Is there a story in this proposal for JIT compilation? I have a Zig project with currently relies on LLVM's Orc to JIT-compile audio DSP functions. I'm not particularly stoked about or attached to Orc itself, but it does give me in-process compilation with low-milliseconds latency, something I'd need for dynamic real-time audio applications.

WebAssembly would not be an issue here because I wrote the Wasm compiler myself, but for x86_64 and friends I would need a replacement. Passing LLVM bitcode to a separate process might work but would feel like a downgrade. Vendoring and embedding the Zig compiler source might be the best option in that case.

(Aside: I have started work on reading and writing LLVM bitcode from Zig, and if this is accepted would be happy to resume work on that.)

Sponsor

Contributor

I'll start by stating my opinion: the C language frontends are super important to me for Zig to maintain.

I agree with others on the point that Zig being a C/C++ compiler is a big point of attraction that brought me to the language. I started with loving that idea, and ultimately fell in the love with the language, and now I use both. I don't have anything more to add to that that the others above haven't.

I'll add my own personal experience. I have many personal Zig projects, but my biggest one that people tend to know about in the community is my terminal emulator. There are two important dependencies that would be impacted by this:

  • Harfbuzz - The far and away single most complete cross platform text shaping engine. Text shaping for those that don't know is the process of laying out text, processing things like multi-codepoint emoji into single glyphs, Asian language handling, etc. This is not something you want to really maintain in your own language (i.e. write natively in Zig) because Harfbuzz is so good and so well supported. This is shipped as a single large C++ file with no other dependencies. Without access to Harfbuzz, gaming and manual-GUI applications (not using a mega framework) would surely suffer.

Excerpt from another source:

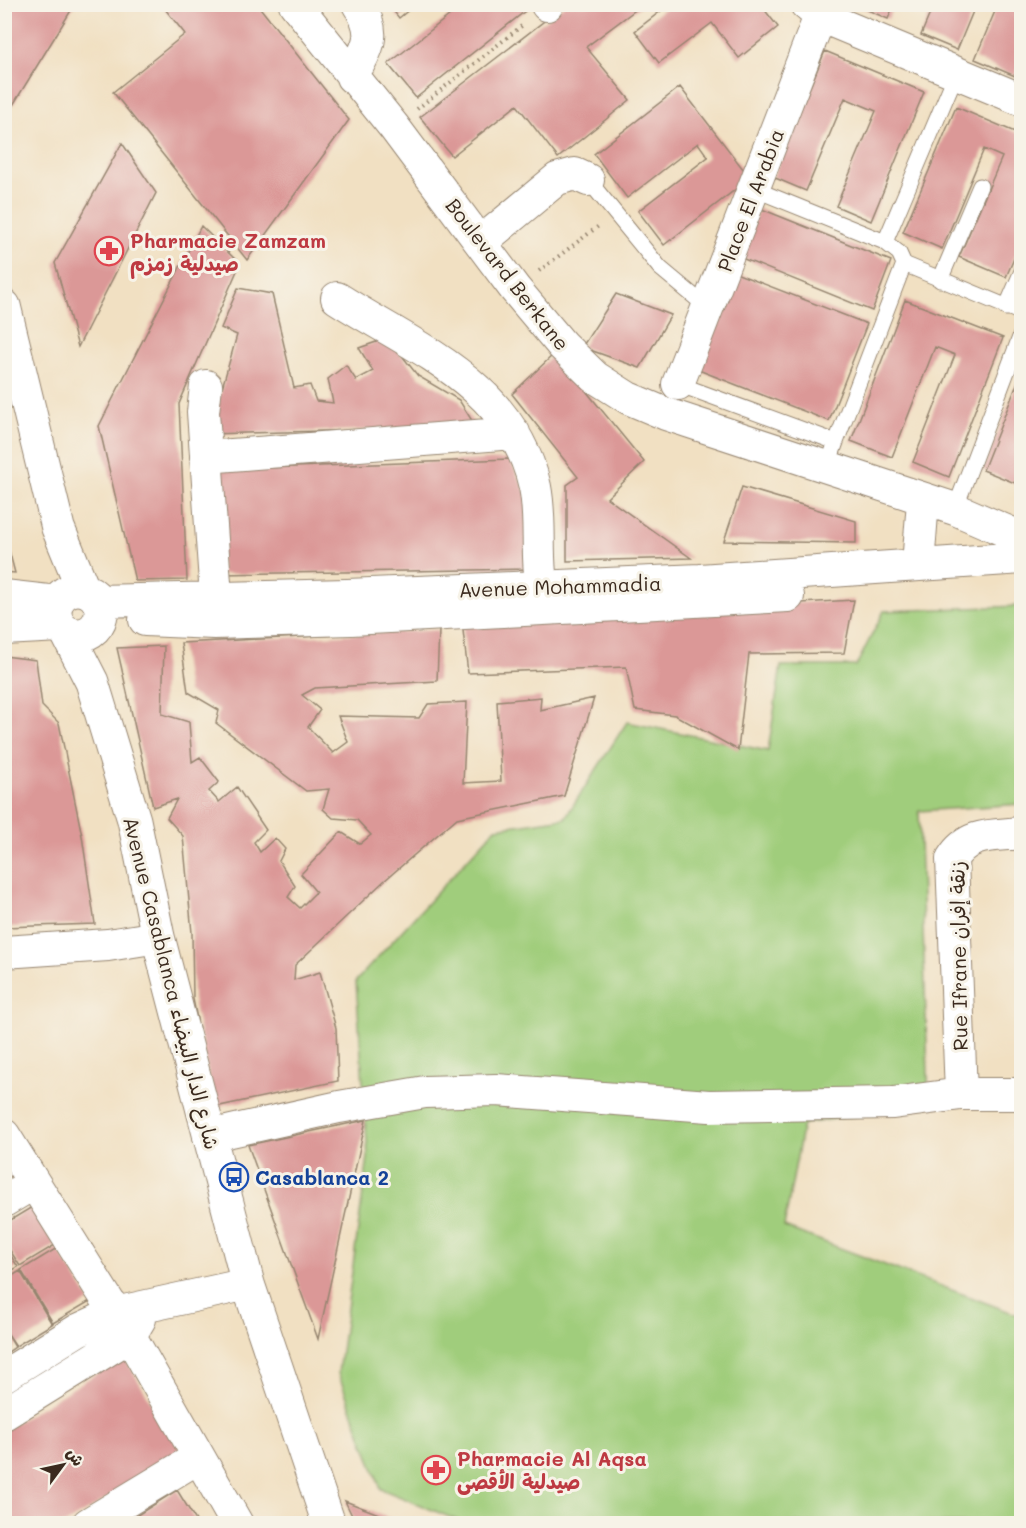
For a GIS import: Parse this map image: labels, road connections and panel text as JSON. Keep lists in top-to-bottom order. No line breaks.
{"streets":{"street":["Place El Arabia","Boulevard Berkane","Avenue Mohammadia","Rue Ifrane زنقة إفران","Avenue Casablanca شارع الدار البيضاء"]},"crossings":[["Avenue Mohammadia","Avenue Casablanca شارع الدار البيضاء"]],"places":{"pharmacy":["Pharmacie Zamzam صيدلية زمزم","Pharmacie Al Aqsa صيدلية الأقصى"],"bus stop":["Casablanca 2"]},"north":"top right"}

  • Objective-C for Mac work. Admittedly, this is probably deprecated over the long term since Apple is pushing very hard into Swift. Still, I use Zig's ability to compile Objective-C files to augment my native Zig Mac applications. I've personally written Zig objective-C bindings using the C API, but I also still like to just write some ObjC sometimes which would otherwise take a big mess of Zig/ObjC-runtime code. Again, I think I could find a way around this one, but I think its worth noting for now that ObjC is still a part of [low-level] macOS GUI development.

Andrew, your dislike of C++ is well known! I don't love it either (to put it kindly). If, as an audacious goal, you wanted Zig to lower C++ usage, I think Zig being able to compile existing projects and enable iterative migration away from C++ to Zig is the way to do it. I think if Zig doesn't support C++, the C++ "people" would just avoid Zig altogether.